We note that evaluation of psoriasis transcriptomes has been assessed elsewhere  and the observed low reproducibility across various studies was attributed to wide variability in clinical protocols, platforms and sample handling among different datasets. It is envisaged that the application of the present and similar strategies for predictive modelling and stratification of expression patterns, as well as the availability of larger patient studies will bridge the disparities between various studies and yield a sharper picture of gene contributions to this complex disorder.
Large-scale genome characterisations, through the analysis of gene sequence and expression data, are gaining increasing interest and have the potential to greatly improve our understanding of the physiological and molecular mechanisms underlying disease pathogenesis and progression. Various models of data stratification and identification of patient groups through various data mining protocols are used to support a decision making process in biomedicine. Data mining procedures based on algorithms such as support vector machines (SVM), neural networks, decision tree algorithms and mathematical programming approaches have been used to select sets of genes for diagnostic purposes and to identify molecular roles which are - as yet- unknown . Here we have illustrated the use of random forest to partition psoriatic tissues in appropriate disease groups and generate estimates of relevant gene predictors.
Psoriasis is a common, complex immuno-genetic inflammatory disease of primarily the skin. The underlying genetics of the disease are complex with numerous implicated susceptibility genes, where replication of single loci has been confirmed for only a handful of these genes. Patients suffering from psoriasis can exhibit a host of different clinical phenotypes and response to therapy is varied and unpredictable, even within a similar clinical phenotype, suggesting underlying transcriptional differences between and within the clinical groups.
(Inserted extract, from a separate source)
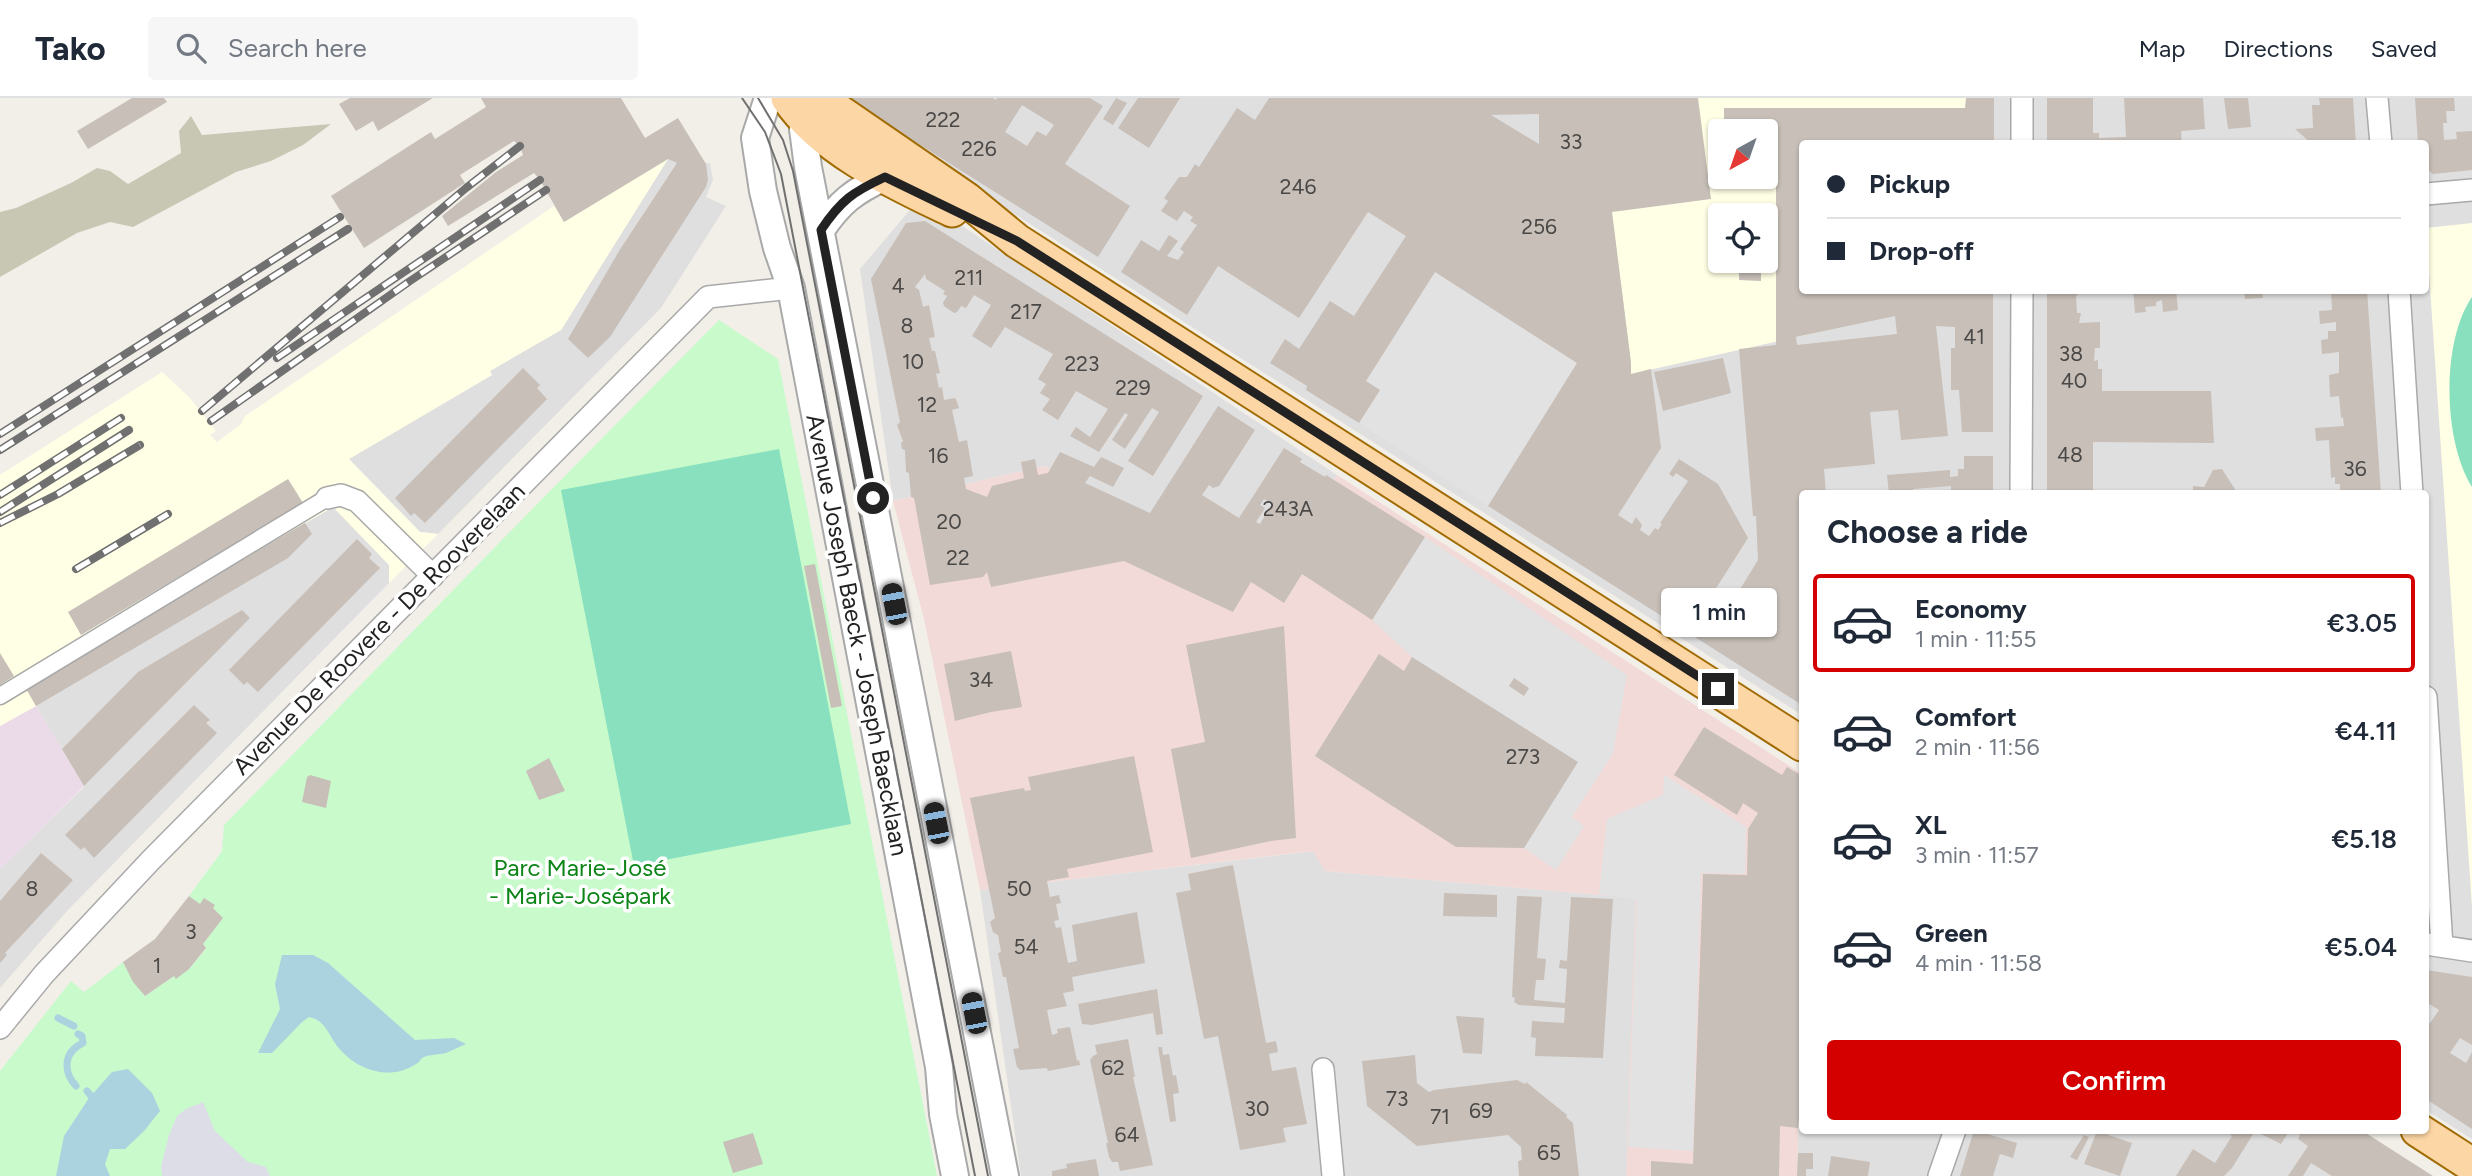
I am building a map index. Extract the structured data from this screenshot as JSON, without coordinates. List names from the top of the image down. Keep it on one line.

The ability to investigate the underlying immuno-genomic components of these clinical sub-phenotypes has not been a possibility, until now. Identification of different transcriptional signatures and their associated molecular pathways contribute toward defining a set of biomarkers, which could serve as diagnostic and therapeutic responder tools. We have outlined a computational strategy to identify molecular sub-types and corresponding putative biomarkers that may be crucial in the understanding and prediction of disease pathogenesis. Of the 206 common differentially expressed genes identified between normal, psoriatic lesional and psoriatic non-lesional groups, 130 genes (63.1%) were up-regulated and 76 genes (36.9%) were down-regulated. Dysregulated genes discovered in this study were involved in epidermal cell modulation, cell cycling and immune responses.
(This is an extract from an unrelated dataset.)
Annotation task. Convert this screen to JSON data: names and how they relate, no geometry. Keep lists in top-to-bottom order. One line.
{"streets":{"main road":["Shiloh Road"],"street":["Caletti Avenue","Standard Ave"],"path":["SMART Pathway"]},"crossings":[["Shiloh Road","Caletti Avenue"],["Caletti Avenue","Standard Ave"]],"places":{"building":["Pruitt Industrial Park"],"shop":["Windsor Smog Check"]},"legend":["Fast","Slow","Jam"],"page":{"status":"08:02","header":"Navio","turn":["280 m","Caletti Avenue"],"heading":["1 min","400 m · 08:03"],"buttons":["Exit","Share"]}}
Microarray analysis of gene expression has been widely used to differentiate lesional and non-lesional skin of psoriatic patients [38, 39]. Recently, large-scale analysis using whole genome array platforms on numerous patients per sample group have been undertaken with the aim of identifying gene expression profiles associated with a specific psoriatic phenotype [5, 6, 10, 40]. In this work, we present a method for identifying sub-phenotypes of lesional skin from psoriasis patients based on patterns of gene expression that characterise each group and differ significantly from normal human skin. This approach is based on a decision tree analysis of gene expression data, the extraction of associations among gene expression patterns and the identification of functional annotations and molecular signatures.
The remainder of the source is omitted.